ACTIVITY: Each line in the entries that has the word "Spar" has to be copied.

Stored items:
+---+
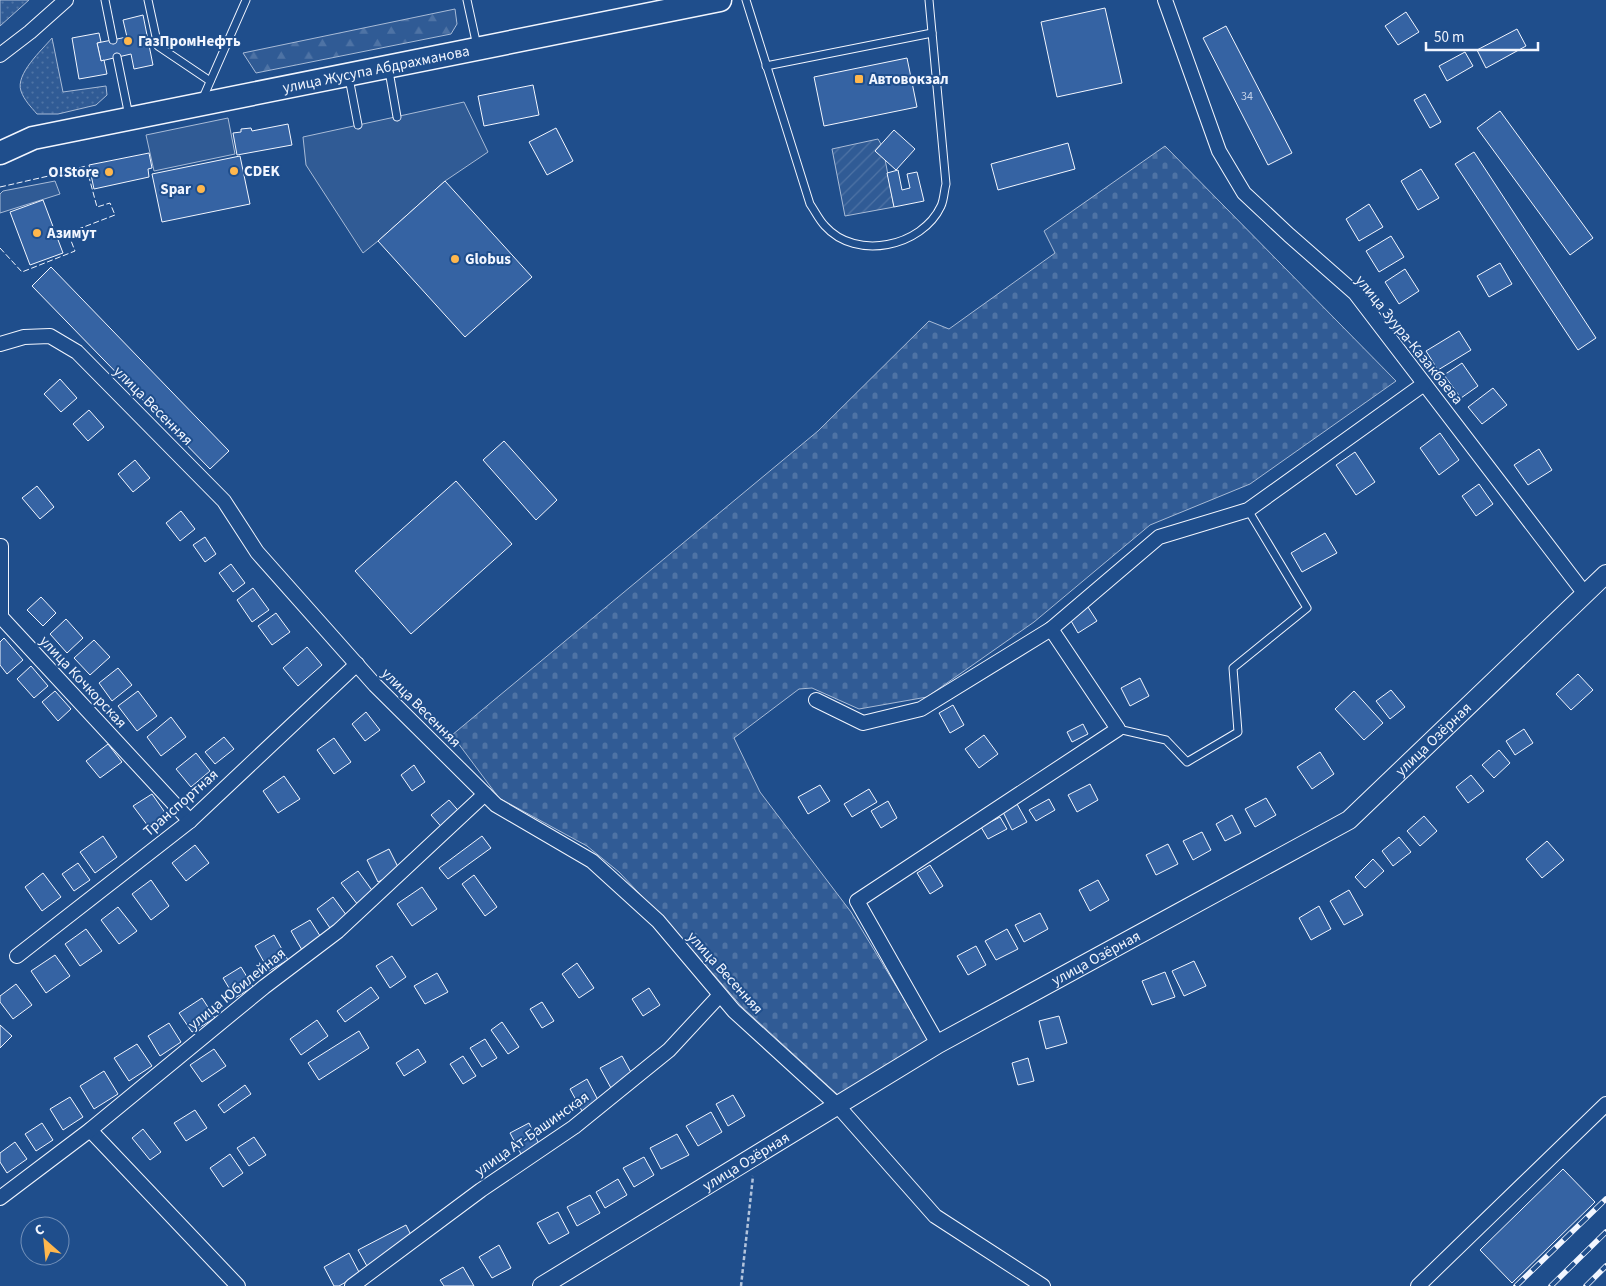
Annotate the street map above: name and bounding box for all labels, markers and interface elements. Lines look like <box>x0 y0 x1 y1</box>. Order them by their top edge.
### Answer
scale bar <box>1426 20 1538 52</box>
text: 50 m <box>1434 27 1464 48</box>
place label: ГазПромНефть <box>138 31 241 52</box>
marker: ГазПромНефть <box>122 35 134 47</box>
street label: улица Жусупа Абдрахманова <box>281 40 471 98</box>
place label: Автовокзал <box>868 69 949 90</box>
marker: Автовокзал <box>853 73 865 85</box>
house number: 34 <box>1241 88 1253 105</box>
place label: CDEK <box>244 161 280 182</box>
place label: O!Store <box>48 162 99 183</box>
marker: CDEK <box>228 165 240 177</box>
marker: O!Store <box>103 166 115 178</box>
place label: Spar <box>160 179 191 200</box>
marker: Spar <box>195 183 207 195</box>
place label: Азимут <box>46 223 97 244</box>
marker: Азимут <box>31 227 43 239</box>
place label: Globus <box>465 249 511 270</box>
marker: Globus <box>449 253 461 265</box>
street label: улица Зуура-Казакбаева <box>1350 271 1468 409</box>
street label: улица Весенняя <box>109 362 197 450</box>
street label: улица Кочкорская <box>34 631 132 733</box>
street label: улица Весенняя <box>377 664 465 752</box>
street label: улица Озёрная <box>1391 698 1476 781</box>
street label: Транспортная <box>139 764 223 842</box>
street label: улица Озёрная <box>1048 925 1144 991</box>
street label: улица Весенняя <box>682 927 768 1019</box>
street label: улица Юбилейная <box>184 943 290 1035</box>
street label: улица Ат-Башинская <box>471 1087 593 1181</box>
street label: улица Озёрная <box>698 1127 793 1196</box>
north arrow <box>20 1216 70 1266</box>
text: С <box>31 1220 48 1241</box>

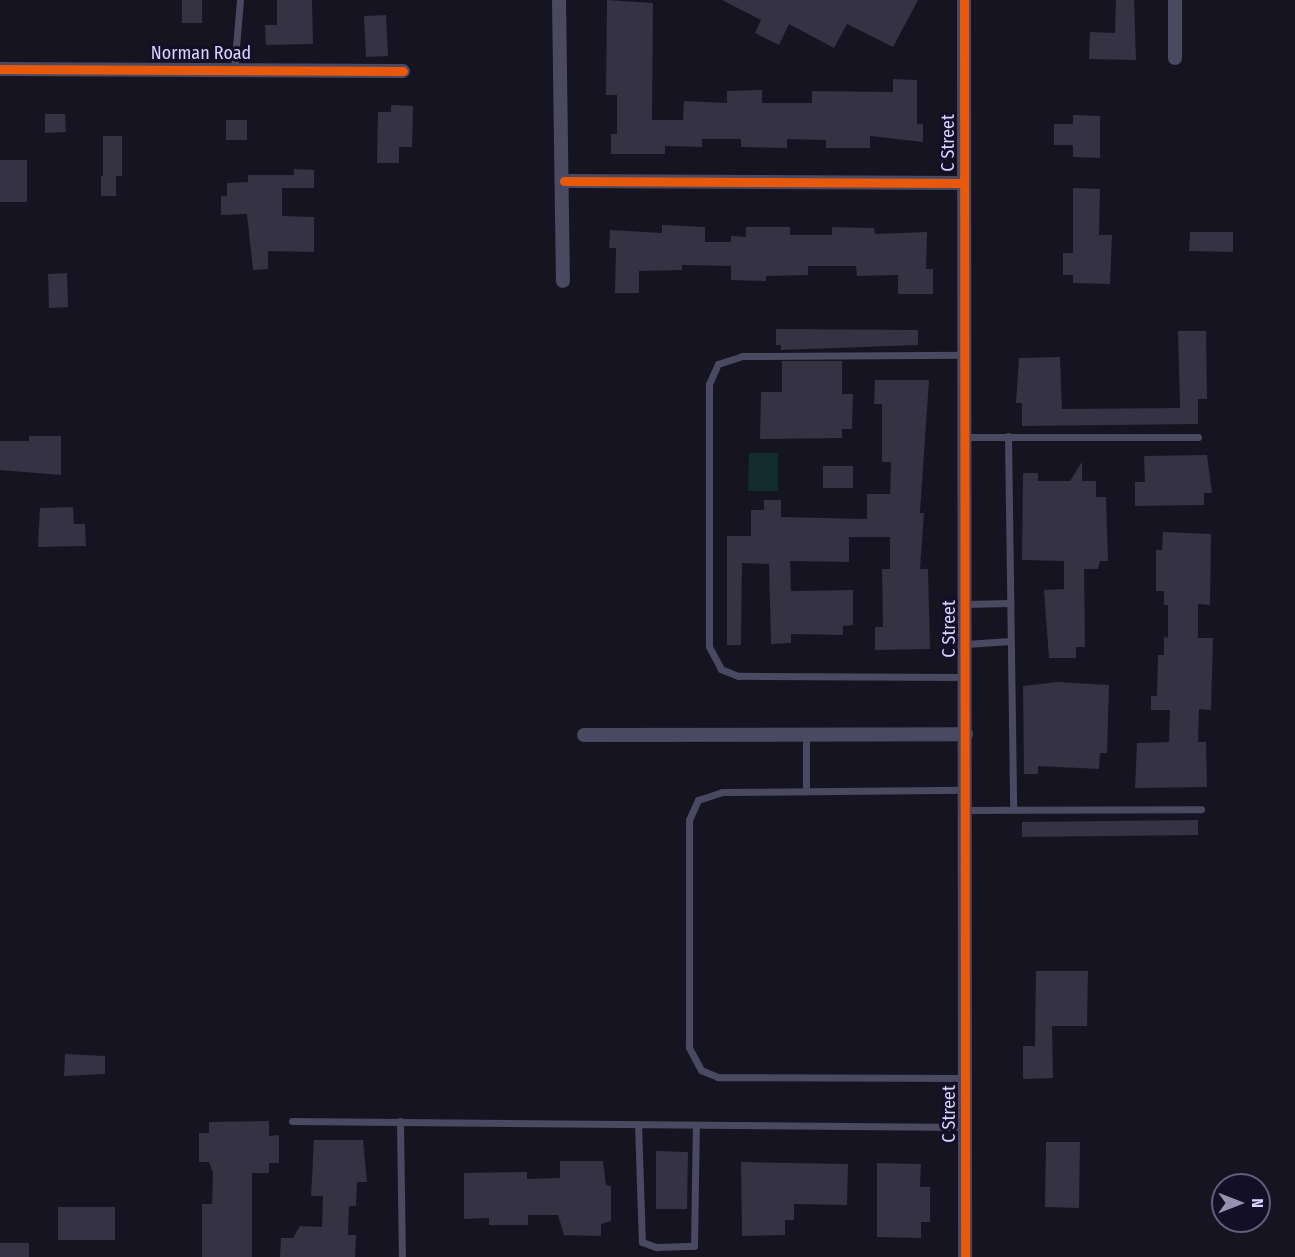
+---+
RESPONSE FOR THIS EXERCISE:
place label: Spar <box>160 179 191 200</box>
marker: Spar <box>195 183 207 195</box>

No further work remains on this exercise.